((
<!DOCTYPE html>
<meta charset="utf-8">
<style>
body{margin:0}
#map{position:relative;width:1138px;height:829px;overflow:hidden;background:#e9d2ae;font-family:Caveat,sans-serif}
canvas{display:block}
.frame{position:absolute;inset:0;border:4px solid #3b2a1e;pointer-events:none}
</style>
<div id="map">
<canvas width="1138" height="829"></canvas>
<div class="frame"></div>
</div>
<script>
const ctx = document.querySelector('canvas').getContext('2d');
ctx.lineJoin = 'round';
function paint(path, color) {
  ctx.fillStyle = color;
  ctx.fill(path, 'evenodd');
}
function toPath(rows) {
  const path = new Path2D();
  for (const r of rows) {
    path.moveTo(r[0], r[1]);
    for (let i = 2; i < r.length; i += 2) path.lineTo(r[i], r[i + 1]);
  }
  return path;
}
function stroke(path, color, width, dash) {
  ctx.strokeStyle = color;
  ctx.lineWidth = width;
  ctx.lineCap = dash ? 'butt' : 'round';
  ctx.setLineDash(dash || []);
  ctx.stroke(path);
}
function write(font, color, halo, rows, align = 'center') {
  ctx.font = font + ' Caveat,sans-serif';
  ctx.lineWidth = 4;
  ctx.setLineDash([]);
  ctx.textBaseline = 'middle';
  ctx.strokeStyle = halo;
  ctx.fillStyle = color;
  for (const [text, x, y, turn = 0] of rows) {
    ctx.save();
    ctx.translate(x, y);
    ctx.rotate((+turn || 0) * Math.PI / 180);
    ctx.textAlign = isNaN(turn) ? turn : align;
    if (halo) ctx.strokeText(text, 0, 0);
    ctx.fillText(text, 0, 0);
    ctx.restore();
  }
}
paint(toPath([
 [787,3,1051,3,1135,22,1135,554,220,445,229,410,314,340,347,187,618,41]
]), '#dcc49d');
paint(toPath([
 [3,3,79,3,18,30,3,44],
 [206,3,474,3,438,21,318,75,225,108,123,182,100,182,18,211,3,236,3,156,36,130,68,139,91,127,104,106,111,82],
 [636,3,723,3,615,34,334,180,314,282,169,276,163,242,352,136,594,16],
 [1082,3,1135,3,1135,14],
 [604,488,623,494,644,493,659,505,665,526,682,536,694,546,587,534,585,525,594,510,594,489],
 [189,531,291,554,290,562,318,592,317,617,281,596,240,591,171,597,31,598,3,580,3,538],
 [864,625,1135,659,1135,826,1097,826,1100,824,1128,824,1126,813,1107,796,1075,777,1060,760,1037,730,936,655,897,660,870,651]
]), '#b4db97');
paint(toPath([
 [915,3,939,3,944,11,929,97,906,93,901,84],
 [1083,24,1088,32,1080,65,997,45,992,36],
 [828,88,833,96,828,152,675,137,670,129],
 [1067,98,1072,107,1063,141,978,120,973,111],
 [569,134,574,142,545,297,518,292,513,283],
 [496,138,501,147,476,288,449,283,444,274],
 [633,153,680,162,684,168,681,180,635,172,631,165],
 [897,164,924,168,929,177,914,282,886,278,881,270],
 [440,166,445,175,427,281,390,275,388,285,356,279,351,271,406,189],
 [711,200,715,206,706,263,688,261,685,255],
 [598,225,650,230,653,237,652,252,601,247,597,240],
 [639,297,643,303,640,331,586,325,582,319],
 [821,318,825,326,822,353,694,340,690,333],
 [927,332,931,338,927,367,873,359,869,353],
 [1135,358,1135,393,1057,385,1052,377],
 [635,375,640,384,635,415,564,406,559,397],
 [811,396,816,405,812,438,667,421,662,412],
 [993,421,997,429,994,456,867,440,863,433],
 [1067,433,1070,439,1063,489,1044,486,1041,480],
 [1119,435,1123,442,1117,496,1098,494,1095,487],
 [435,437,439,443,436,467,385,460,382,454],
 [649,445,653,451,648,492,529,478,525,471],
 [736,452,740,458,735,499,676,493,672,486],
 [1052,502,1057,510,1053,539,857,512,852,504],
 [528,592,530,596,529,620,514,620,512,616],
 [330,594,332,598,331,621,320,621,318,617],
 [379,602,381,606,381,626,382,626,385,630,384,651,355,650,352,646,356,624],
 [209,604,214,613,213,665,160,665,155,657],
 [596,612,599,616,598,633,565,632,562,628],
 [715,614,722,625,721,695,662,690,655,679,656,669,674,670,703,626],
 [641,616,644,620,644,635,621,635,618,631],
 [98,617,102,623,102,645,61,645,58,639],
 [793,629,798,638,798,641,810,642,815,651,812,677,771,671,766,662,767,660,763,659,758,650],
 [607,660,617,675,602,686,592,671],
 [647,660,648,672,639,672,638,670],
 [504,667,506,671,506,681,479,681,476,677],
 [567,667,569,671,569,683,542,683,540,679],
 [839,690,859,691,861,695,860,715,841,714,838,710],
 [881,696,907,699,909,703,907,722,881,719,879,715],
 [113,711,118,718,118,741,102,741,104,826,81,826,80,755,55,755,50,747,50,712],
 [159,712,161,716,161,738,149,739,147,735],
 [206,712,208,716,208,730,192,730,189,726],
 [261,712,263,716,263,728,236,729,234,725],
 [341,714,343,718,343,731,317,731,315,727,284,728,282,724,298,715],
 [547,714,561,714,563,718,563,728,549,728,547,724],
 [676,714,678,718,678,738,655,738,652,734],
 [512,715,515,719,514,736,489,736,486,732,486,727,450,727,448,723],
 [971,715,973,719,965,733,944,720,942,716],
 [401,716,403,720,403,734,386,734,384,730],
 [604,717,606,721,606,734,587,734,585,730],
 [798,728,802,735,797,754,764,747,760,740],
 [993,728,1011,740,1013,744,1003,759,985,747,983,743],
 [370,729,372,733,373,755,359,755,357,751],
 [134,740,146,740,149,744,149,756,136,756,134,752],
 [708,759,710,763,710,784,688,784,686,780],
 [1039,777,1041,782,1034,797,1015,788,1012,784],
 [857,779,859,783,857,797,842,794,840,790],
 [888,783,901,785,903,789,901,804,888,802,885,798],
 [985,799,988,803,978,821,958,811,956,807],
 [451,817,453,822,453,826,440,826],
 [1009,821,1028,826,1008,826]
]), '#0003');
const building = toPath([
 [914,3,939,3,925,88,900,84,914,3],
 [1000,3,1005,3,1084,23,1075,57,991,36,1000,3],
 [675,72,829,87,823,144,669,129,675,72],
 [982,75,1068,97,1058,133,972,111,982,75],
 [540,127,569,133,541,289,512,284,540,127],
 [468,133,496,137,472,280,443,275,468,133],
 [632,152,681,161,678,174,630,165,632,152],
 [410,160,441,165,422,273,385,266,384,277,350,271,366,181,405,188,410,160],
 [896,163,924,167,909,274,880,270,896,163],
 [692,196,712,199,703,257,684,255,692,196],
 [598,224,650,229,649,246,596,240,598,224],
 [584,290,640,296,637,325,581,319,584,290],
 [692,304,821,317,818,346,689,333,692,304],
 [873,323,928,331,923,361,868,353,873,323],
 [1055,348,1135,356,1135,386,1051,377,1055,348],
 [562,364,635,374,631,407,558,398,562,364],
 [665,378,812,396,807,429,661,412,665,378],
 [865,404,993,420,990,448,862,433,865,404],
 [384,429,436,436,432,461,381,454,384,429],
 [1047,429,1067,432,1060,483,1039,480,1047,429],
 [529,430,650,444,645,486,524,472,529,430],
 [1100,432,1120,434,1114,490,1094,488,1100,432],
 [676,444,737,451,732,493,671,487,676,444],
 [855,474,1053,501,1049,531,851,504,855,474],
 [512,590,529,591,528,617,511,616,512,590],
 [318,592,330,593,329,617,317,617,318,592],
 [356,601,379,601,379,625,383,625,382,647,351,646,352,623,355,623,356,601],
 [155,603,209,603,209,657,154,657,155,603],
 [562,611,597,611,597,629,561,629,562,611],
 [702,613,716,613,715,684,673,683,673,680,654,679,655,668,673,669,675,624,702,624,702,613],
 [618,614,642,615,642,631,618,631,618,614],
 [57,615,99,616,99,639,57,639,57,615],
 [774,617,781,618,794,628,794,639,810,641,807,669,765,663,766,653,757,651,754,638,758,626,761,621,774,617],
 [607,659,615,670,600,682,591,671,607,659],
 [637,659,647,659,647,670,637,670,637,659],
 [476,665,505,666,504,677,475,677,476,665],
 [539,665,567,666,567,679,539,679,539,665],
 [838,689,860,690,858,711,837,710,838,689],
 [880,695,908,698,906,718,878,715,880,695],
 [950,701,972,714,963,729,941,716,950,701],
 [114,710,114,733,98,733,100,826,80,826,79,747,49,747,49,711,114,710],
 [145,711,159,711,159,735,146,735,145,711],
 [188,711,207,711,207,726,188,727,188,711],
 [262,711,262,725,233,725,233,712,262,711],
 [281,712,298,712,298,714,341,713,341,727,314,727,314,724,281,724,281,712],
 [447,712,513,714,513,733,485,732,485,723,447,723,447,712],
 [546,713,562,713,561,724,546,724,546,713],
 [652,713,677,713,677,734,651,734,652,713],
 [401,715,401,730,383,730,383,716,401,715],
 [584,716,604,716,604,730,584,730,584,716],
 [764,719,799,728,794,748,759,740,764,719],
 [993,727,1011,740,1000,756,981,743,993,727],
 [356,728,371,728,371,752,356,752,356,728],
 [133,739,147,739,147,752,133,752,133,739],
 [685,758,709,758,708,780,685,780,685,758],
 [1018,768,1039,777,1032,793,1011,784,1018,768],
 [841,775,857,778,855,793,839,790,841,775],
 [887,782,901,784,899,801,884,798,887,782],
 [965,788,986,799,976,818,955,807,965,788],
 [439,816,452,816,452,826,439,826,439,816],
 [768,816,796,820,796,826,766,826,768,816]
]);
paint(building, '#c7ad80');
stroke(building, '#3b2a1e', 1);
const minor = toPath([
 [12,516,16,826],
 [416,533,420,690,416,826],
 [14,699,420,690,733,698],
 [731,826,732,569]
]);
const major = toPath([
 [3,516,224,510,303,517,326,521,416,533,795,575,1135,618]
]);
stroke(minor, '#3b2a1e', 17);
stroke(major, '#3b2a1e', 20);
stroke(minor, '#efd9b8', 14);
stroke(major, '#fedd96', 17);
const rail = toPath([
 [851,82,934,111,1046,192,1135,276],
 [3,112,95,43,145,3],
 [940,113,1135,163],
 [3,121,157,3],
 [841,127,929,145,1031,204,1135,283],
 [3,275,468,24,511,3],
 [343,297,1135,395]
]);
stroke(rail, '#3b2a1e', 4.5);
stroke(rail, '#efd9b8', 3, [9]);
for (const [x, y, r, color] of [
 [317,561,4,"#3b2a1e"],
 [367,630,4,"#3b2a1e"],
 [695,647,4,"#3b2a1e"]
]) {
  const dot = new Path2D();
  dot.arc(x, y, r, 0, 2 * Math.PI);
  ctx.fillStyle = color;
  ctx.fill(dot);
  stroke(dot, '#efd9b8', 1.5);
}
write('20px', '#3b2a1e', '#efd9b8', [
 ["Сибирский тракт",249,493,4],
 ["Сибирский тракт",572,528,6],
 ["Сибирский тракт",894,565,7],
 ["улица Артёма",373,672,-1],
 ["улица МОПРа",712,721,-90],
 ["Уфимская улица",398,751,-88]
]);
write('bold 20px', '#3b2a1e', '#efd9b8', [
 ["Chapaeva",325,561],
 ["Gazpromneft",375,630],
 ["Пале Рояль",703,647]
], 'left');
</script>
))
■ Exercise requirements
Scan the data above, please, and give the number of lines where the word "strokeStyle" occurs, with no further text.

■ Output of the task
2